Bütün Evren tasavvurlarının amacı insanın evrendeki yerini göstermektir. İnsanın evrendeki yeri, öncelikle, insanın nasıl ortaya çıktığının belirtilmesi, nasıl yaşaması gerektiği ve öldükten sonra ne olacağının belirlenmesiyle ilişkilidir. Bu sorulara verilecek cevaplar, insan anlayışının zeminini oluşturur. “Hayat kaynağını Gök Tanrı’dan alır” inancı gereği, insanın kökeninin Tanrı’ya bağlandığı görülmektedir.

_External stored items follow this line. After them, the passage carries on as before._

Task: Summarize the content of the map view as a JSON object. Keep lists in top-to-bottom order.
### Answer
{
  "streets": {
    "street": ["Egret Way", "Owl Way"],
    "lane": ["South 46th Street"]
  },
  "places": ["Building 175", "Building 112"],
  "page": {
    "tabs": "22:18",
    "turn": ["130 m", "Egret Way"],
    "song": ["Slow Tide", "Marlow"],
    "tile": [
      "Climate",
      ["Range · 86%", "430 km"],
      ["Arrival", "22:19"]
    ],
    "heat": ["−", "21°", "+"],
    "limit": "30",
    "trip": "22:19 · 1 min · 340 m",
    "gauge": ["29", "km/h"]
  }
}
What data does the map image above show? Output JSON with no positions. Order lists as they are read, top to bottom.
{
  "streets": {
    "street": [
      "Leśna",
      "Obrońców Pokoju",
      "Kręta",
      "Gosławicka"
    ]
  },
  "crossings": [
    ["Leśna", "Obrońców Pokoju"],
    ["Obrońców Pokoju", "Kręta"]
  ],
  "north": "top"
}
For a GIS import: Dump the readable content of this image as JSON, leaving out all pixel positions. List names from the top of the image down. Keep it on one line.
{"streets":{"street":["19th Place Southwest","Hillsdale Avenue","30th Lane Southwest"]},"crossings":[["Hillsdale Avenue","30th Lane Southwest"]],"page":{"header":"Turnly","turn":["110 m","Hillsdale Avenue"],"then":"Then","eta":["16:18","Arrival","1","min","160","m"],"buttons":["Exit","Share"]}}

Göktürk metinlerinde, insanın Tanrı tarafından yaratıldığı açıkça ifade edilmiştir. Söz konusu metne göre, önce Gök, sonra yer ve en sonra da insan yaratılmıştır (Kül Tigin Yazıtı, D 1). Hem Kül Tigin hem de Bilge Kağan yazıtında yer alan bu düşünceler, gök ile yer yaratıldıktan sonra insanın yaratılmış olduğunu açıkça dile getirmektedir. Bunun yanında, insanın sonlu bir varlık olduğunu da “ölmek için doğmuştur” ifadesinden anlamak mümkündür. Yaratma sürecinin nasıl işlediği hakkında bilginin olmamasına rağmen insanlar yaratıldıklarını inanmışlardır.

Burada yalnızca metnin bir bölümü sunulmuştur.